TASK STATEMENT
All of the entries below are to be repeated word for word.

======== STORED DATA ========

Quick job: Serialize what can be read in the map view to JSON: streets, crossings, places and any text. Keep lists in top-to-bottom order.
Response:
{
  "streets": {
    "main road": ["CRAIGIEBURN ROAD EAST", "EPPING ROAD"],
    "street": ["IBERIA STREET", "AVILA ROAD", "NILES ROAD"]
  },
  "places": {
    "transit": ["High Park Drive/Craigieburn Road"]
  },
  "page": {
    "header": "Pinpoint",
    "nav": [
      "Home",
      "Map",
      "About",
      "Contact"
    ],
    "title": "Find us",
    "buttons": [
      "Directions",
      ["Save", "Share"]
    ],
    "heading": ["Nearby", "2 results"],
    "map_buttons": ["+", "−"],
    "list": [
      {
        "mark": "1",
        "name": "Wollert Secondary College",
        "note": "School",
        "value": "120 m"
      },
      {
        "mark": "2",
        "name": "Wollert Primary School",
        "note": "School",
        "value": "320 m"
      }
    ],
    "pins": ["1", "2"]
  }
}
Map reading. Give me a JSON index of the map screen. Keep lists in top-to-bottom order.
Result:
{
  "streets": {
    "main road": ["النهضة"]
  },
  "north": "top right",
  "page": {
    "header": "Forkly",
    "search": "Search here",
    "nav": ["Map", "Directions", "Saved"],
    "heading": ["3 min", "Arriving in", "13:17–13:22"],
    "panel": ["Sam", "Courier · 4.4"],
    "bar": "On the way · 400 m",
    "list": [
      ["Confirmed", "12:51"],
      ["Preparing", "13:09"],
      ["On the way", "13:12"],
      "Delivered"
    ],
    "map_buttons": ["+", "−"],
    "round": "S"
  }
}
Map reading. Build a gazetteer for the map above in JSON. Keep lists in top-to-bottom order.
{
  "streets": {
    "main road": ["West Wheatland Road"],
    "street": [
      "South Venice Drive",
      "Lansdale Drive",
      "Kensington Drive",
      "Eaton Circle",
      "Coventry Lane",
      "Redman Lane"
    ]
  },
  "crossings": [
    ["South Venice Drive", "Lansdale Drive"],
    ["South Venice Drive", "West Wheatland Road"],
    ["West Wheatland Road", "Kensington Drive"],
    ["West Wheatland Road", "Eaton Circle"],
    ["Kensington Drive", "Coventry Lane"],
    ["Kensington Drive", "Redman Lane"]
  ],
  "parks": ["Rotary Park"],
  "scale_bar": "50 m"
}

========

REPLY
Quick job: Serialize what can be read in the map view to JSON: streets, crossings, places and any text. Keep lists in top-to-bottom order.
Response:
{
  "streets": {
    "main road": ["CRAIGIEBURN ROAD EAST", "EPPING ROAD"],
    "street": ["IBERIA STREET", "AVILA ROAD", "NILES ROAD"]
  },
  "places": {
    "transit": ["High Park Drive/Craigieburn Road"]
  },
  "page": {
    "header": "Pinpoint",
    "nav": [
      "Home",
      "Map",
      "About",
      "Contact"
    ],
    "title": "Find us",
    "buttons": [
      "Directions",
      ["Save", "Share"]
    ],
    "heading": ["Nearby", "2 results"],
    "map_buttons": ["+", "−"],
    "list": [
      {
        "mark": "1",
        "name": "Wollert Secondary College",
        "note": "School",
        "value": "120 m"
      },
      {
        "mark": "2",
        "name": "Wollert Primary School",
        "note": "School",
        "value": "320 m"
      }
    ],
    "pins": ["1", "2"]
  }
}
Map reading. Give me a JSON index of the map screen. Keep lists in top-to-bottom order.
Result:
{
  "streets": {
    "main road": ["النهضة"]
  },
  "north": "top right",
  "page": {
    "header": "Forkly",
    "search": "Search here",
    "nav": ["Map", "Directions", "Saved"],
    "heading": ["3 min", "Arriving in", "13:17–13:22"],
    "panel": ["Sam", "Courier · 4.4"],
    "bar": "On the way · 400 m",
    "list": [
      ["Confirmed", "12:51"],
      ["Preparing", "13:09"],
      ["On the way", "13:12"],
      "Delivered"
    ],
    "map_buttons": ["+", "−"],
    "round": "S"
  }
}
Map reading. Build a gazetteer for the map above in JSON. Keep lists in top-to-bottom order.
{
  "streets": {
    "main road": ["West Wheatland Road"],
    "street": [
      "South Venice Drive",
      "Lansdale Drive",
      "Kensington Drive",
      "Eaton Circle",
      "Coventry Lane",
      "Redman Lane"
    ]
  },
  "crossings": [
    ["South Venice Drive", "Lansdale Drive"],
    ["South Venice Drive", "West Wheatland Road"],
    ["West Wheatland Road", "Kensington Drive"],
    ["West Wheatland Road", "Eaton Circle"],
    ["Kensington Drive", "Coventry Lane"],
    ["Kensington Drive", "Redman Lane"]
  ],
  "parks": ["Rotary Park"],
  "scale_bar": "50 m"
}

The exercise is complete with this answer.